• EXTRACTED MATERIAL:

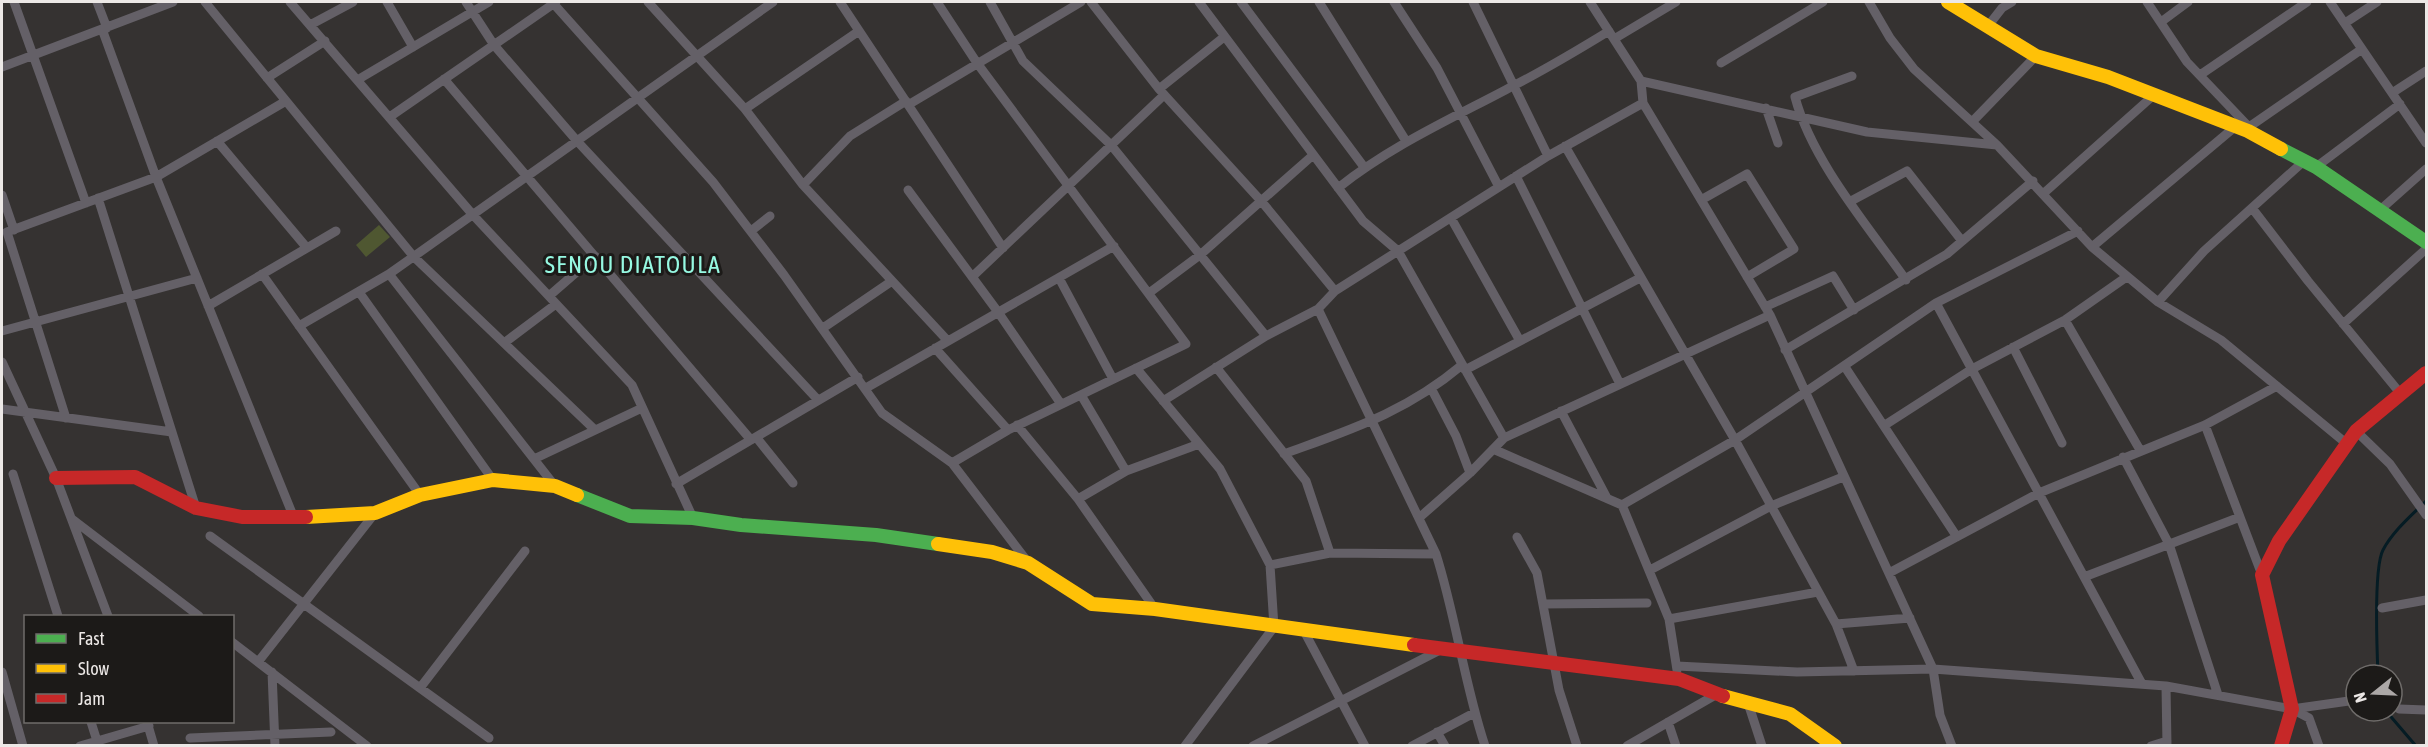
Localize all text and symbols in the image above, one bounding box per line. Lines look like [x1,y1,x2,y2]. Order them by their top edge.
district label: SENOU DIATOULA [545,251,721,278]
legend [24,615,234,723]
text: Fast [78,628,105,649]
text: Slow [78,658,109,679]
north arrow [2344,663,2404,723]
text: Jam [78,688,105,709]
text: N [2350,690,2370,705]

• INSTRUCTIONS FOR THE TASK: With the pictures left out, transcribe the material exactly.

• TASK SOLUTION:
Localize all text and symbols in the image above, one bounding box per line. Lines look like [x1,y1,x2,y2]. Order them by their top edge.
district label: SENOU DIATOULA [545,251,721,278]
legend [24,615,234,723]
text: Fast [78,628,105,649]
text: Slow [78,658,109,679]
north arrow [2344,663,2404,723]
text: Jam [78,688,105,709]
text: N [2350,690,2370,705]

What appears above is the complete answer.